Tirer les leçons d’un échec

Admettre l’échec, c’est se préparer à le surmonter dans une nouvelle tentative. Et se sentir encouragé à le faire. Pour apprendre à marcher, il faut accepter de tomber. "L’échec, ce n’est pas de tomber mais de rester où l’on est tombé", disait Socrate. L’important est de tirer une leçon de chaque échec.

Ainsi, quand Jean choisit de devenir danseur, ses parents s’en réjouissent. Mais, loin de la maison familiale, Jean ment à ses parents sur son emploi du temps, rompt avec le milieu de la danse, change d’amis, se renferme sur une relation amoureuse. Ses parents ne s’opposent pas à cet abandon mais discutent de la procédure : "Finis au moins ton année et respecte tes engagements avec le conservatoire, après il sera toujours temps de voir."

Voyant qu’il trichait avec tous ceux qui l’entouraient, ses parents l’ont mis face à ses choix : "Nous ne paierons pas pour que tu arrêtes tout en cours de route, tu vas devoir travailler." Ils se sont efforcés de le rendre responsable de ses choix en le considérant, pour la première fois, comme un adulte.
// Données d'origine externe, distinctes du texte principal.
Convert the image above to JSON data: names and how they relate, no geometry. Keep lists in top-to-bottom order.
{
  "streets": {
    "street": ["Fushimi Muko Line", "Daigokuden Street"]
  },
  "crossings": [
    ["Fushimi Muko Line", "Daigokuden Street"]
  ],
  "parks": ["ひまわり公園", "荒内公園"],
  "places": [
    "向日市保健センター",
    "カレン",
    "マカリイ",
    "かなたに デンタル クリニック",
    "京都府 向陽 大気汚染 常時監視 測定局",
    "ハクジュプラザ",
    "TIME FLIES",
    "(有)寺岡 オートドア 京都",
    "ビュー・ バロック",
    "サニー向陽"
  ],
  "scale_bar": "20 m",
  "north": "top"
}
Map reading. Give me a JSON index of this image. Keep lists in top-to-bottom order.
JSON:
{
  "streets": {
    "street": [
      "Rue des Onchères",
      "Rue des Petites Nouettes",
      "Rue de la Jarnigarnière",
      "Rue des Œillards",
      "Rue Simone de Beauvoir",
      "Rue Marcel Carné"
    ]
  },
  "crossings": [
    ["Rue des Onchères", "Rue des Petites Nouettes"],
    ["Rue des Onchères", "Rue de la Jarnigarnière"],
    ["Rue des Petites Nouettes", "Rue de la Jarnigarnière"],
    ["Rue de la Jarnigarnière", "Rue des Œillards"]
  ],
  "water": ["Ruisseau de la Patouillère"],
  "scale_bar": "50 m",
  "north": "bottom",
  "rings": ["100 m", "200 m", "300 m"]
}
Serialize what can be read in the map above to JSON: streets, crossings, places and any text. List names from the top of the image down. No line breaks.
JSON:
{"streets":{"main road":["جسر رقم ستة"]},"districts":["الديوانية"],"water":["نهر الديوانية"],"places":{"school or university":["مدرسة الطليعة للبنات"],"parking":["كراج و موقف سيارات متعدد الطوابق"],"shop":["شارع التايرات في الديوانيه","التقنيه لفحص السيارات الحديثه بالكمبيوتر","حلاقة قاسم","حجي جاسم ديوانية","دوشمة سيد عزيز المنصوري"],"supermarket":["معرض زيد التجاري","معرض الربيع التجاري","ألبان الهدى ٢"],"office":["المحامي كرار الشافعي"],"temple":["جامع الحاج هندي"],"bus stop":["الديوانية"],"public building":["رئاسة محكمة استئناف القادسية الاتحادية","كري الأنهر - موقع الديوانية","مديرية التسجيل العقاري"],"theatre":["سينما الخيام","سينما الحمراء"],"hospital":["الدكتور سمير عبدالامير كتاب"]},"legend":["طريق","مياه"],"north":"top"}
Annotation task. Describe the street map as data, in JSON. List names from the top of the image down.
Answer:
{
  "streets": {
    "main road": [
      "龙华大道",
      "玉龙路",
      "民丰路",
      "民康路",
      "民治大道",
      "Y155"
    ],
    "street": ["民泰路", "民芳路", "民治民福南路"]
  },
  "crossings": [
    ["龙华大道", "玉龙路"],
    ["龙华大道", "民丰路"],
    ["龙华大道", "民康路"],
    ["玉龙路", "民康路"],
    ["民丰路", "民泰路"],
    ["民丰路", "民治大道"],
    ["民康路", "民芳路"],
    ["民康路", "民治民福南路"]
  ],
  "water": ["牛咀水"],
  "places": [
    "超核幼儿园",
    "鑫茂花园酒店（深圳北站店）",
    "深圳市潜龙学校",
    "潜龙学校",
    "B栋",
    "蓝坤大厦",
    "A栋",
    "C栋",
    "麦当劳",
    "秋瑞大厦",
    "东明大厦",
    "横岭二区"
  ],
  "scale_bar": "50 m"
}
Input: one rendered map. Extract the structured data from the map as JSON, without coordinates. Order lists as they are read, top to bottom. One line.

Lors des réinscriptions, Jean a, de son propre chef, repris la danse et rompu sa relation amoureuse. Il est en deuxième année et a retrouvé le chemin de la maison familiale.

En évitant de mettre la pression pour ne pas compliquer les situations et en restant disponible pour un dialogue affectueux, chaque parent donne l’occasion de sortir du marasme. Les échecs étant relativisés, on s’aperçoit que le seul véritable échec serait que l’enfant ne soit pas heureux.